To show that $f,g\in L^1$, let's first of all discuss the local behavior. This only depends on the large $|t|$ behavior of the Fourier transform, and $|t|^{-1/2}$ has FT $c|x|^{-1/2}$, which is locally integrable (but not locally $L^2$, which is just as well since it's easy to see that at least one of $f,g$ will fail to be in $L^2$ if $f*g=\chi_I$).
The large $x$ asymptotics of $f(x)$ on the other hand depend on the smoothness of $\widehat{f}$, and here we're clearly in great shape since $\widehat{f}''\simeq t^{-5/2}\in L^1$, so $x^2f(x)\in C_0$.
The other function is of the same type, the extra factor $\sin t$ for large $t$ produces essentially a shift in $g$, and $\textrm{sgn}(t)$ amounts to an extra Hilbert transform, which won't affect the local singularities here, so $g\in L^1$ also.
Solution 2:
Following the idea of Christian Remling, I have two explicit functions that have the property that $f*g = \mathbf{1}_{[-1,1]}$: \begin{eqnarray} f(x) &=& \frac{K_\frac{1}{4}\left(|x|\right)}{2^{1/4}\pi\Gamma\left(\frac{1}{4}\right)|x|^{1/4}}\\\\ g(x) &=& \frac{\mathrm{sgn}(1-x)}{\sqrt{|1-x|}}\,_1F_2\left(\begin{matrix}-\frac{1}{4} \\ \frac{1}{4}, \frac{3}{4}\end{matrix}; \frac{(1-x)^2}{4}\right) +\frac{\mathrm{sgn}(1+x)}{\sqrt{|1+x|}}\,_1F_2\left(\begin{matrix}-\frac{1}{4} \\ \frac{1}{4}, \frac{3}{4}\end{matrix}; \frac{(1+x)^2}{4}\right)\\ &\,&+ \frac{\Gamma\left(\frac{5}{4}\right)(1-x)}{\sqrt{2}\Gamma\left(\frac{7}{4}\right)}\,_1F_2\left(\begin{matrix}\frac{1}{2} \\ \frac{3}{2}, \frac{7}{4}\end{matrix}; \frac{(1-x)^2}{4}\right)+ \frac{\Gamma\left(\frac{5}{4}\right)(1+x)}{\sqrt{2}\Gamma\left(\frac{7}{4}\right)}\,_1F_2\left(\begin{matrix}\frac{1}{2} \\ \frac{3}{2}, \frac{7}{4}\end{matrix}; \frac{(1+x)^2}{4}\right) \end{eqnarray} Where $K_\frac{1}{4}$ is a modified Bessel function and $\,_1F_2$ is a hypergeometric function.
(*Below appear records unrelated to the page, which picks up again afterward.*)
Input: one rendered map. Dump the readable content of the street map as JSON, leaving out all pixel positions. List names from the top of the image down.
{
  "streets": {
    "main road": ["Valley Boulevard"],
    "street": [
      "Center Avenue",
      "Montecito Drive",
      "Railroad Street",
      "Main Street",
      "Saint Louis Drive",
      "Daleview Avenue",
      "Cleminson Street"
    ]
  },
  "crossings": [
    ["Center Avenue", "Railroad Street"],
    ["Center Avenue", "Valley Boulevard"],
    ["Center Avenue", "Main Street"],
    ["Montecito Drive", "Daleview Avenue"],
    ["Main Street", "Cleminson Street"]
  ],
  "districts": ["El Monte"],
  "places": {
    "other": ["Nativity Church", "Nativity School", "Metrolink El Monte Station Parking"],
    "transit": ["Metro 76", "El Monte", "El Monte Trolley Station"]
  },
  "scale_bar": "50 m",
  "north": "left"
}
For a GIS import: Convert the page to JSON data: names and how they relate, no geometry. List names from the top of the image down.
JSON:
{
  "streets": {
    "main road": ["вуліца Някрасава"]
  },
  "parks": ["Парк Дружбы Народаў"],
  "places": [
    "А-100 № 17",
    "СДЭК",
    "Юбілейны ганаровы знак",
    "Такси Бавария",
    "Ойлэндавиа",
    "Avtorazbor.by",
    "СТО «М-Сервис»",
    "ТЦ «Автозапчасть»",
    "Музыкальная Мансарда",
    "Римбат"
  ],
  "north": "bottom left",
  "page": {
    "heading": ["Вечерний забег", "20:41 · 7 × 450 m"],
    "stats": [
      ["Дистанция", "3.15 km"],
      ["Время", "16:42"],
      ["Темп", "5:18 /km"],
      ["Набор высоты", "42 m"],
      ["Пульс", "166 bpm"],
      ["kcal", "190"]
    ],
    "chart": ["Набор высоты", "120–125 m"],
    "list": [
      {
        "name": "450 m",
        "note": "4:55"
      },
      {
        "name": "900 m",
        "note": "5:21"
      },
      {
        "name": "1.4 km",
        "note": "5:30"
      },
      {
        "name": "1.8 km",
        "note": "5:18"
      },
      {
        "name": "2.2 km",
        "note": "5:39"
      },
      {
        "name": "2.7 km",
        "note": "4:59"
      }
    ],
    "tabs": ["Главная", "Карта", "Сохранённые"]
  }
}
While these aren't the simplest functions, and $g$ is kind of a nightmare, they have the nice property that \begin{eqnarray} \mathcal{F}[f](k) &=& \frac{1}{\sqrt{2\pi}(1+k^2)^{1/4}} \\ \mathcal{F}[g](k) &=& 2\sqrt{2\pi}(1+k^2)^{1/4}\frac{\sin(k)}{k}, \end{eqnarray} so that $f*g = \mathcal{F}^{-1}[\mathcal{F}[f]\cdot\mathcal{F}[g]] = \mathcal{F}^{-1}\left[2\sin(k)/k\right] = \mathbf{1}_{[-1,1]}$.
The convolution integral isn't doable analytically, but it can be evaluated numerically. Doing this in Mathematica gives
where the blue is $f$, the yellow is $g$, and the green is $f*g$. Despite their divergences, both $f$ and $g$ are in $L^1$, as the divergences scale as $|x|^{-1/2}$.
Solution 3:
By the Cohen–Hewitt factorization theorem, every $f\in L^1(\mathbb R)$ can be written as $g\star h$ for some $g,h\in L^1(\mathbb R).$